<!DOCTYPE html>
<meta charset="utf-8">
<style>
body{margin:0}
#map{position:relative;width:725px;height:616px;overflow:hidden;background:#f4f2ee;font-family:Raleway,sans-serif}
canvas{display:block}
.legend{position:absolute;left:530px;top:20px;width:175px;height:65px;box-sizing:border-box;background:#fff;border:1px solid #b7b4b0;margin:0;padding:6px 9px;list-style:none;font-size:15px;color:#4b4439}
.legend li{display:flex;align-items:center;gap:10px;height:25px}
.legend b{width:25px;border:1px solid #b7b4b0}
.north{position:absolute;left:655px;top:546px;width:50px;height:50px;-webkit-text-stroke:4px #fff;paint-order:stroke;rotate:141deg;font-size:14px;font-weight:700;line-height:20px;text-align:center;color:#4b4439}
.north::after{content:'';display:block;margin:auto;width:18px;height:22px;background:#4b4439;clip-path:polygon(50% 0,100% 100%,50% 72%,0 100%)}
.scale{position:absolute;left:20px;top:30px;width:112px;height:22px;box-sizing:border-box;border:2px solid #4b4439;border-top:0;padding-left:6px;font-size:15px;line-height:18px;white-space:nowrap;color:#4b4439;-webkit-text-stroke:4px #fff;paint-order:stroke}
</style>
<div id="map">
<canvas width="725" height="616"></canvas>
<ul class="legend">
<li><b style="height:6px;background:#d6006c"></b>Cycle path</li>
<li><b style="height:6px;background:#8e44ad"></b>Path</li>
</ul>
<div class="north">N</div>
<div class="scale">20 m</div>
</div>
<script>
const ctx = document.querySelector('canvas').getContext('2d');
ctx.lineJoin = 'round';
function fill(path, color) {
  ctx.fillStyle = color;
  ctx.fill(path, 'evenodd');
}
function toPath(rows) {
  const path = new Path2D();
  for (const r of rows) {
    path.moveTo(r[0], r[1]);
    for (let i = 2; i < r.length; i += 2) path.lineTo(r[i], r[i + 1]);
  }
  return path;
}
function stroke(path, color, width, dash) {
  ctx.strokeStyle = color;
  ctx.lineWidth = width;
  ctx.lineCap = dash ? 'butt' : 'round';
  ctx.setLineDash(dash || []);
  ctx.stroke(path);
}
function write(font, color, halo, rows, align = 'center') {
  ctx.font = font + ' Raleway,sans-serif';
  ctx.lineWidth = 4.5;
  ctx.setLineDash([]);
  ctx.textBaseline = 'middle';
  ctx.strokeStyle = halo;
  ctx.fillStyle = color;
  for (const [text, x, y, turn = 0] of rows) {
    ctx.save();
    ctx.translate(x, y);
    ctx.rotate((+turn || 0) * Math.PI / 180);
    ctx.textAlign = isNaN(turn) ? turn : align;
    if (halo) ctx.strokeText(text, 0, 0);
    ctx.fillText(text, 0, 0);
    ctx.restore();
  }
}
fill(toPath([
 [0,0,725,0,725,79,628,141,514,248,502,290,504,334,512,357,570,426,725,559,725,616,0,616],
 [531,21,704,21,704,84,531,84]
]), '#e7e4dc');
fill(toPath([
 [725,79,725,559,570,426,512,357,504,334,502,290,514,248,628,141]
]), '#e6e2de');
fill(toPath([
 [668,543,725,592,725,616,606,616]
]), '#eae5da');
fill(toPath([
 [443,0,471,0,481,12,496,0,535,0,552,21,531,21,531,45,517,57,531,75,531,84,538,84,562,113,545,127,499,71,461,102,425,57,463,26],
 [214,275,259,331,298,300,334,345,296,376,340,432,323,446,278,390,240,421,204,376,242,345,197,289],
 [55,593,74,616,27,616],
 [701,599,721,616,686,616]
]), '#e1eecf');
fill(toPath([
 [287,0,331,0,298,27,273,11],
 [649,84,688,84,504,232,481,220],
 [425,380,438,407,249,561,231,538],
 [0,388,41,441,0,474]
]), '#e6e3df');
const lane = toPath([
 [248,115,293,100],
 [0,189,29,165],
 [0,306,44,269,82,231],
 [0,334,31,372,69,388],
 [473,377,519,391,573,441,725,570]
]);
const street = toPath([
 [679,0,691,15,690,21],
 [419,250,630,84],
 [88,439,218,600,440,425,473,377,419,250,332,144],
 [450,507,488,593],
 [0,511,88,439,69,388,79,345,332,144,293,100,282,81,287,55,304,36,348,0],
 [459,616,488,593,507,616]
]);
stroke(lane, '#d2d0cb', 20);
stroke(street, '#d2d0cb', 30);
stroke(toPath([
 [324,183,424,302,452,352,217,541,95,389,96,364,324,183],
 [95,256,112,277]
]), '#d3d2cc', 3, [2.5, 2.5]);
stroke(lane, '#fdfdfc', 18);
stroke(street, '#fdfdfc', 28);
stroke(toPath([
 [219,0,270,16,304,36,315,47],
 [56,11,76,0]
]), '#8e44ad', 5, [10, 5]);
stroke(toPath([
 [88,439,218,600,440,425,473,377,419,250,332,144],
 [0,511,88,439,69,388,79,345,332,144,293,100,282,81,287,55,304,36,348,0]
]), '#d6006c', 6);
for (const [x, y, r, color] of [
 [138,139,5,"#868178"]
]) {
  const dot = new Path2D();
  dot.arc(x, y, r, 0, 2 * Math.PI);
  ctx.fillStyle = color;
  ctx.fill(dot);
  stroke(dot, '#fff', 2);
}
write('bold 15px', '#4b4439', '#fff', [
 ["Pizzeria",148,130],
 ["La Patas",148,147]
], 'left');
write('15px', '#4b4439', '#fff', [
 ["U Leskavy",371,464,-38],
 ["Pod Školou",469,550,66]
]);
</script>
——
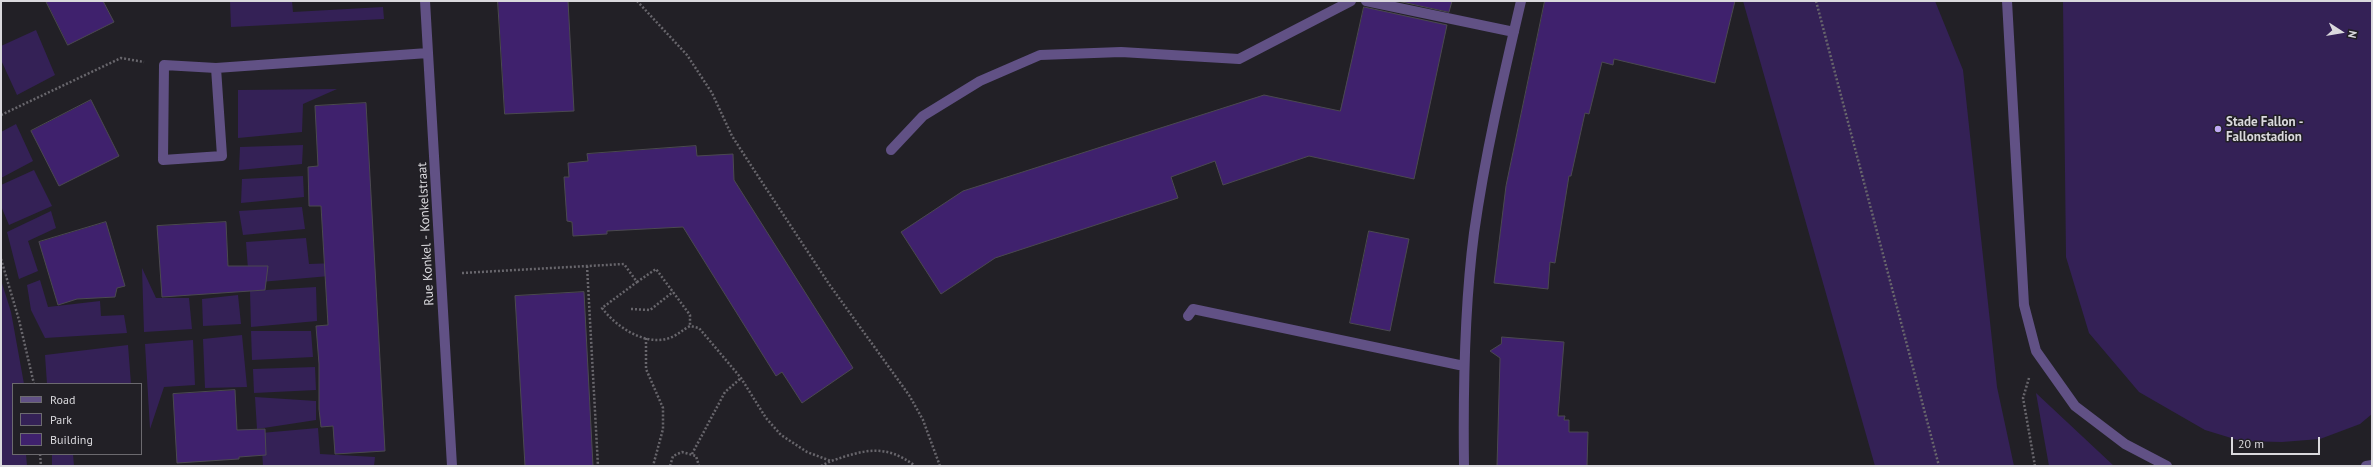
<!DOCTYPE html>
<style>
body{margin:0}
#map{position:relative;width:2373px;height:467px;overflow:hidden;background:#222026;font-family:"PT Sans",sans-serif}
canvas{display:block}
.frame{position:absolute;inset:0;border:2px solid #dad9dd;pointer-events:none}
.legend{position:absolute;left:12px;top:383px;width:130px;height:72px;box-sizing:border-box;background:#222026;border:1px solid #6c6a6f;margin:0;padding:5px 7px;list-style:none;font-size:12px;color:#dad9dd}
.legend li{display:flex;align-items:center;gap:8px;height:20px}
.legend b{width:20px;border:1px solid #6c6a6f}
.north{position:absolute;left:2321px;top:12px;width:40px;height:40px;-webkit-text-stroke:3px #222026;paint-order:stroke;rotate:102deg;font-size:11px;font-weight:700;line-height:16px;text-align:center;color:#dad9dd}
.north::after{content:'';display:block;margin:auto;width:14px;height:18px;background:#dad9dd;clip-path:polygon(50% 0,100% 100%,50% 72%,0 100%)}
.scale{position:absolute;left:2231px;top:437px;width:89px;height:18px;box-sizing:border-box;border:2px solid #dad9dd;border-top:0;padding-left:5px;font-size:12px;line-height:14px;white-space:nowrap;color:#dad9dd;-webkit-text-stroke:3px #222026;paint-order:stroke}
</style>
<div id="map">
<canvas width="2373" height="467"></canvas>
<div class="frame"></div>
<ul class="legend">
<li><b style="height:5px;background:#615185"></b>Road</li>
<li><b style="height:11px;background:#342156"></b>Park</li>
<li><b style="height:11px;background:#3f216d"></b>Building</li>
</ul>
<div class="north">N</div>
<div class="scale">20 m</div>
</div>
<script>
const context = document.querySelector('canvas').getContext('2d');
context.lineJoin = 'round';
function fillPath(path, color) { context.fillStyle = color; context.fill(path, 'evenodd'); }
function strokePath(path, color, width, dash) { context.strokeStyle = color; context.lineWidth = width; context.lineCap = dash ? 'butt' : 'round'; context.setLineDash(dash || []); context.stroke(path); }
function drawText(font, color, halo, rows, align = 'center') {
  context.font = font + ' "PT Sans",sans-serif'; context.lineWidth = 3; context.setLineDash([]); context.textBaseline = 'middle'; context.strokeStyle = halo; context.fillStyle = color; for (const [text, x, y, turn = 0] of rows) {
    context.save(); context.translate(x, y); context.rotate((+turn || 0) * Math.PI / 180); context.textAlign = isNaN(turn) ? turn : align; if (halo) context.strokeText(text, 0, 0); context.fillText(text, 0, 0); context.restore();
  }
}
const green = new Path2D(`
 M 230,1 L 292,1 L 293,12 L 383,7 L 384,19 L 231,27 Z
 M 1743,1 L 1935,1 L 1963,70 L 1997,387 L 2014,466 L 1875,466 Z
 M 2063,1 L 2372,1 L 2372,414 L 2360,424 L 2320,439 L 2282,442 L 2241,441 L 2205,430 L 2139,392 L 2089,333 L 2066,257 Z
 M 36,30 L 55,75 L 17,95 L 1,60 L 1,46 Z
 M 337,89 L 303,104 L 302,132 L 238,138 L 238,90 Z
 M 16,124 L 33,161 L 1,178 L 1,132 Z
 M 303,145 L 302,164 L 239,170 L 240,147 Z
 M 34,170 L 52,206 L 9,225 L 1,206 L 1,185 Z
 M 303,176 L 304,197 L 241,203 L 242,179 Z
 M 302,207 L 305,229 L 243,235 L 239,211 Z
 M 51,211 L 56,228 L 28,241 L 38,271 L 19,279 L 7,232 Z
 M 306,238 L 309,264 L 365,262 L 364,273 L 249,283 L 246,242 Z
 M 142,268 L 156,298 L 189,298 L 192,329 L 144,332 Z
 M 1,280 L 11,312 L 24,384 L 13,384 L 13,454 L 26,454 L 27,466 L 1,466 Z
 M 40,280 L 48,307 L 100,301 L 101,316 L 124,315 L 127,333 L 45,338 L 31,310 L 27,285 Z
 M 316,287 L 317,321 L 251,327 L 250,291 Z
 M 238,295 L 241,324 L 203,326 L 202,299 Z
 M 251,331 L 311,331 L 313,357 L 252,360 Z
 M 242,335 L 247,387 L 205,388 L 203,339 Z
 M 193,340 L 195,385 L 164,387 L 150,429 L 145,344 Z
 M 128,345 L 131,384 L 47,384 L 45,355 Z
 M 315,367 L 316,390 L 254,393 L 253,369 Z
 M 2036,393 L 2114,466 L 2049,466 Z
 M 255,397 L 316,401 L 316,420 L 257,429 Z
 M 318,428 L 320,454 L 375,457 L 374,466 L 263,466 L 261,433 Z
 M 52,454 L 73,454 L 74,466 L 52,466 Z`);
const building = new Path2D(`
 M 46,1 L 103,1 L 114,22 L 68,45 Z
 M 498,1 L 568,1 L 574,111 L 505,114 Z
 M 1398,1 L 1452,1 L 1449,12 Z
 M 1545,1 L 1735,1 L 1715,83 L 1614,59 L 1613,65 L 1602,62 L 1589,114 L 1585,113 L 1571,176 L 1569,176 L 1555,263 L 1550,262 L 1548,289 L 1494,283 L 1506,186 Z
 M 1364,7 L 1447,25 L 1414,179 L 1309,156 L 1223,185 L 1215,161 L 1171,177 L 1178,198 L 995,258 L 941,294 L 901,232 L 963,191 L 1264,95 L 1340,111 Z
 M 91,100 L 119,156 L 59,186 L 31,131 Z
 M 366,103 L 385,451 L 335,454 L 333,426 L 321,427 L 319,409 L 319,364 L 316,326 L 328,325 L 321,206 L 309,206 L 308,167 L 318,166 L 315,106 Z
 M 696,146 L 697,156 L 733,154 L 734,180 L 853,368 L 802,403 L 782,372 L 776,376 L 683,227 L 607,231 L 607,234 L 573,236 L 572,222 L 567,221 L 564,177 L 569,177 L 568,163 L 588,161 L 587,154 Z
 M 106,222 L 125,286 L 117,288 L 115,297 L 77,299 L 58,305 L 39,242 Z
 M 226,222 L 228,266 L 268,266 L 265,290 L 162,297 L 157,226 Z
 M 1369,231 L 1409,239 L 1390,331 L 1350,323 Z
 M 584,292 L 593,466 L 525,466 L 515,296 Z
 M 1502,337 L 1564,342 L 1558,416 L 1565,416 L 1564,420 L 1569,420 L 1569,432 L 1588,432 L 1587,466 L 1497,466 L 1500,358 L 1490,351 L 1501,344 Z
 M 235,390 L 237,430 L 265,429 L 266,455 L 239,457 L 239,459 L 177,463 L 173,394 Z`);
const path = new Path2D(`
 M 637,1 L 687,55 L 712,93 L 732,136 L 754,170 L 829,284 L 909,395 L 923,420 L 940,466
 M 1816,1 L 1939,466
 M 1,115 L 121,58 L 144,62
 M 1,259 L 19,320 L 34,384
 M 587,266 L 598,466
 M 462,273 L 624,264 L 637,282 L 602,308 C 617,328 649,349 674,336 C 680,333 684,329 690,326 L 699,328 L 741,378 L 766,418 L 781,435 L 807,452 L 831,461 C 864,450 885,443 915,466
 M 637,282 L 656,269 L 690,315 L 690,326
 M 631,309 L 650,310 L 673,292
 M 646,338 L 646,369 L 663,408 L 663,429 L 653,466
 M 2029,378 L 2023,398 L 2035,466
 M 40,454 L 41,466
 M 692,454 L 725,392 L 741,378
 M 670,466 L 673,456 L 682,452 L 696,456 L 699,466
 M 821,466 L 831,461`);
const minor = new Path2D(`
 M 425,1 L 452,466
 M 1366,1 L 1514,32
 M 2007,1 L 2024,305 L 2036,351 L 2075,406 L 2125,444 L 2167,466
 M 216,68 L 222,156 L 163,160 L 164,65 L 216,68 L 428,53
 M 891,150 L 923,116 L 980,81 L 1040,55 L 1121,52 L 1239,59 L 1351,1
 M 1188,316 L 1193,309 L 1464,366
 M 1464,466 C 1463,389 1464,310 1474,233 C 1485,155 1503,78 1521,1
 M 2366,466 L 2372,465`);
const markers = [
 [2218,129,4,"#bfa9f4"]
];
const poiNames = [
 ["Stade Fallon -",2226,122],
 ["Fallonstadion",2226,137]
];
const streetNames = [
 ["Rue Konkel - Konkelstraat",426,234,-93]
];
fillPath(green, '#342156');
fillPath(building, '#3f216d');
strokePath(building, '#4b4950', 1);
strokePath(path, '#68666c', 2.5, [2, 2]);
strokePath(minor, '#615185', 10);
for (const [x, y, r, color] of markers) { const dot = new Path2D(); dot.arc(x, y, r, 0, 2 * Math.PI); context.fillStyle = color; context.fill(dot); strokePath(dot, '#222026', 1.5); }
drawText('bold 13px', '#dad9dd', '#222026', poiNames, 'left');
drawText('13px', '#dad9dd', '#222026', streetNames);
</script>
——
=== Exercise brief ===
Copy each line of the entries in which the string "butt" is found.

=== Solution to the problem ===
  ctx.lineCap = dash ? 'butt' : 'round';
function strokePath(path, color, width, dash) { context.strokeStyle = color; context.lineWidth = width; context.lineCap = dash ? 'butt' : 'round'; context.setLineDash(dash || []); context.stroke(path); }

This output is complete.